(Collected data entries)
★ ★ ★ ★ ★
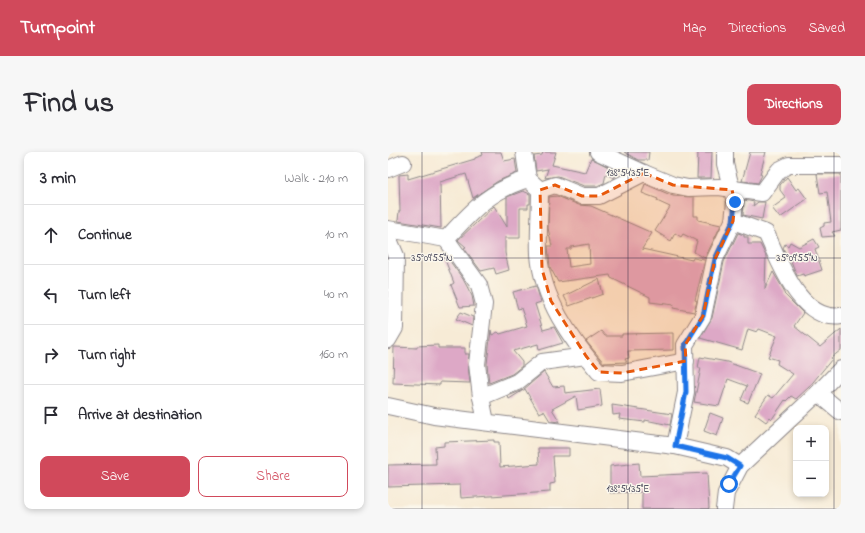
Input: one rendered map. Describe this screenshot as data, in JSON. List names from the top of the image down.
{
  "page": {
    "header": "Turnpoint",
    "nav": ["Map", "Directions", "Saved"],
    "title": "Find us",
    "buttons": [
      "Directions",
      ["Save", "Share"]
    ],
    "heading": ["3 min", "Walk · 210 m"],
    "list": [
      ["Continue", "10 m"],
      ["Turn left", "40 m"],
      ["Turn right", "160 m"],
      "Arrive at destination"
    ],
    "map_buttons": ["+", "−"]
  },
  "coordinates": ["138°54'35\"E", "35°09'55\"N"]
}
★ ★ ★ ★ ★
Work instructions: The copy you produce must match the entries above exactly, except that it has no pictures.

Response area:
Input: one rendered map. Describe this screenshot as data, in JSON. List names from the top of the image down.
{
  "page": {
    "header": "Turnpoint",
    "nav": ["Map", "Directions", "Saved"],
    "title": "Find us",
    "buttons": [
      "Directions",
      ["Save", "Share"]
    ],
    "heading": ["3 min", "Walk · 210 m"],
    "list": [
      ["Continue", "10 m"],
      ["Turn left", "40 m"],
      ["Turn right", "160 m"],
      "Arrive at destination"
    ],
    "map_buttons": ["+", "−"]
  },
  "coordinates": ["138°54'35\"E", "35°09'55\"N"]
}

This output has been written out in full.